_Source material_
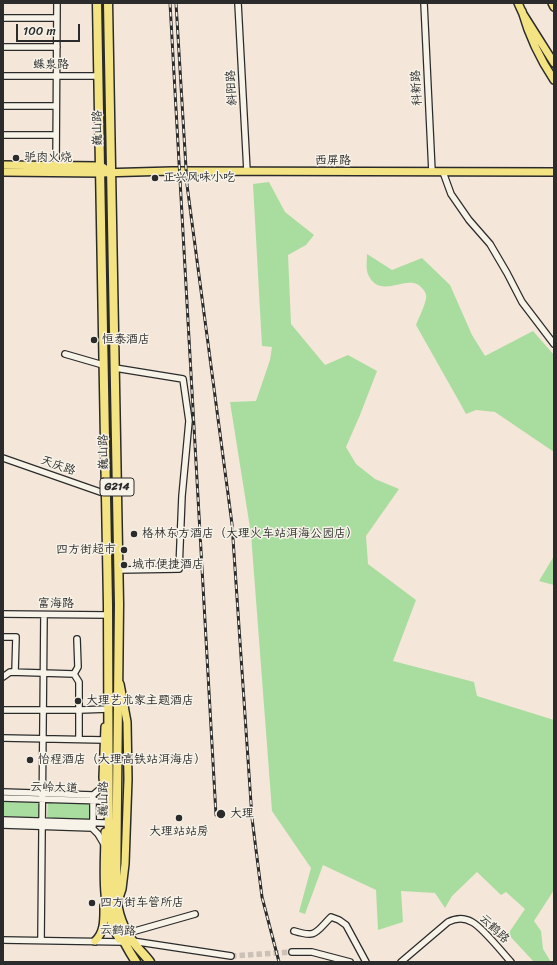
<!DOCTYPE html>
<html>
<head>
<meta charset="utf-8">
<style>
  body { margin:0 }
  #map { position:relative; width:557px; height:965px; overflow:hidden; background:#f4e6d9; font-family:Sriracha,sans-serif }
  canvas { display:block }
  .frame { position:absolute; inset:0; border:4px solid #2b2b2b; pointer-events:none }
  .scale { position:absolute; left:16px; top:24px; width:64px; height:18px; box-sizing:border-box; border:2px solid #2b2b2b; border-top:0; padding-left:5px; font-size:12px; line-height:14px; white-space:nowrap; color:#2b2b2b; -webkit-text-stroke:3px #f7f3e8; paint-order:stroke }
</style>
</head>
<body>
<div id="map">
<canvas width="557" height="965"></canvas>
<div class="frame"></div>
<div class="scale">100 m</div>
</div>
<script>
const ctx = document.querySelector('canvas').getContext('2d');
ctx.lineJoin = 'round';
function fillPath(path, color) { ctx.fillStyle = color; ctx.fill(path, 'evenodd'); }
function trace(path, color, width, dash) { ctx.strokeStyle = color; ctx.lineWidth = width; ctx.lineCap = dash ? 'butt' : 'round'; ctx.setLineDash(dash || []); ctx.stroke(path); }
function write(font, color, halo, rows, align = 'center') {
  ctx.font = font + ' Sriracha,"LXGW WenKai TC",sans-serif'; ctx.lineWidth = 3; ctx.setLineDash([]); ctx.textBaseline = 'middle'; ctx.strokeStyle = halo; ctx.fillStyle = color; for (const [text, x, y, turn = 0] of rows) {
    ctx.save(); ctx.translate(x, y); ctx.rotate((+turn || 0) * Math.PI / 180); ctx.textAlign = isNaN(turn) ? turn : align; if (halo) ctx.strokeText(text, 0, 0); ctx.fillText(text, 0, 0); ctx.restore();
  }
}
fillPath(new Path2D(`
  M269,182L285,212L314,235L306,245L288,255L291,324L325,365L348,355L377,371L360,415L346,447L356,464L375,479L399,489L366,536L368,564L416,600L393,661L474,682L477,696L554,720V890L534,921L541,931L543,949L551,962H534L508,934L525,909L506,892L501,895L477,872L452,896L445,908L435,893L401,891L403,922L378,930L376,890L323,865L305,914L299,912L311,868L272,811L251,534L230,402L256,401L270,360L272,347L262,346L253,184Z
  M367,254L392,270L422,258L450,285L472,335L485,356L533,331L554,355V452L495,412L476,410L466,414L460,403L416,325C419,317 424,308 426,299C427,295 425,291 422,288C409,272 383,299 370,278C365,271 367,262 367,254Z
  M554,556V585L539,581Z
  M3,798L40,800L39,818L3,816Z
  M48,800L91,802V820L47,818Z`), '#a9dd9f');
trace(new Path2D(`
  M231,956L292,952`), '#ccc1b6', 5.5, [5.5, 3]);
const minor = new Path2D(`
  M238,3L247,171
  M424,3L432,172
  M3,18H57
  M3,47H57
  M3,76H98
  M3,106H56
  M3,135H56
  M56,169L57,3
  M443,172L451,194L469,220L490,244L507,273L522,302L554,344
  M65,354L103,365
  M115,368L183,379L189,421L182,496L179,569L118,570
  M3,458L106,494
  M3,614L108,615
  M3,637H16L15,672
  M74,674L79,682V739
  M74,674L78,667L77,639
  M3,677L10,672L74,674
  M3,710H80L109,709
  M3,738L104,740
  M3,792L93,795L100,789L103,783
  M3,798L105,801
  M3,820L105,823
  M3,825L92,828L98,834L104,844
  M93,826V798
  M294,931C317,938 315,933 331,917L339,920L346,925L366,962
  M128,933L195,914
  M3,940L123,942
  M41,940L44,615
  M132,941L231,956
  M292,952H312L350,962
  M401,962L448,922C456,918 465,918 472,922C482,927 502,952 511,962`);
const major = new Path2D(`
  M518,3L523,14L554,63
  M552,3L554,7
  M522,11C529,36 540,59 554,80
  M3,165L100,166L104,168
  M3,172L100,173L172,171L554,172
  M105,800L103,777L105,727
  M105,832C105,868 99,907 119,939
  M117,904L122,889L125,864L128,779L127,722L120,684
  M95,941C105,932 104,918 104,906`);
const highway = new Path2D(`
  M97,3L108,605L109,894C111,917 123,942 136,962
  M108,3L119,604L116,893C117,911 123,929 134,943C139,950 145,955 150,962`);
trace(minor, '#2b2b2b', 8);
trace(major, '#2b2b2b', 10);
trace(highway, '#2b2b2b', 11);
trace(minor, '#f7f3e8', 5.5);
trace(major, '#f4e382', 7);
trace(highway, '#f4e382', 8);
const rail = new Path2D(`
  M170,3L216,815
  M176,3L187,185L232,524L252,818L262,897L279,962`);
trace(rail, '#2b2b2b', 3);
trace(rail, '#f7f3e8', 1.5, [4.5]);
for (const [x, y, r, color] of [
  [16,158,4,"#2b2b2b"],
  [155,178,4,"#2b2b2b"],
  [94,340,4,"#2b2b2b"],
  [134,534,4,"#2b2b2b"],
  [124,550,4,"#2b2b2b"],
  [124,565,4,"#2b2b2b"],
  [78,701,4,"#2b2b2b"],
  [30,760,4,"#2b2b2b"],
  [221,814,5,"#2b2b2b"],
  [179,818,4,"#2b2b2b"],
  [92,903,4,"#2b2b2b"]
]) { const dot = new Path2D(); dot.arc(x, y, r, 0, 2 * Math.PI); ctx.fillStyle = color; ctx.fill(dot); trace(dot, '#f7f3e8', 1.5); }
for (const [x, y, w] of [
  [117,487,34]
]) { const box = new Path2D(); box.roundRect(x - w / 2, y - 9, w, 18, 3); ctx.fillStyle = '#f7f3e8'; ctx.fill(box); trace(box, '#2b2b2b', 1); }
write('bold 11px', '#2b2b2b', null, [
  ["G214",117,487]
]);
write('12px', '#2b2b2b', '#f7f3e8', [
  ["蝶泉路",51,65],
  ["斜阳路",232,88,-93],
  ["科新路",417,88,-93],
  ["巍山路",98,128,-91],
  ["西屏路",333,161],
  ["巍山路",104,452,-91],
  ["天庆路",58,466,19],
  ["富海路",56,604],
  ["云岭大道",54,788,2],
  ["巍山路",104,799,-89],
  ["云鹤路",494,929,44],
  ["云鹤路",118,931,3]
]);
write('12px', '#2b2b2b', '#f7f3e8', [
  ["驴肉火烧",24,158],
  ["正兴风味小吃",163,178],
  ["恒泰酒店",102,340],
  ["格林东方酒店（大理火车站洱海公园店）",142,534],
  ["四方街超市",116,550,"right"],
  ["城市便捷酒店",132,565],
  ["大理艺术家主题酒店",86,701],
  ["怡程酒店（大理高铁站洱海店）",38,760],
  ["大理",230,814],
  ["大理站站房",179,832,"center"],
  ["四方街车管所店",100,903]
], 'left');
</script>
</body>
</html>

_Work to be completed_
Across the listing, count the lines that contain "canvas". Nothing but the number should be returned.

_Task result_
3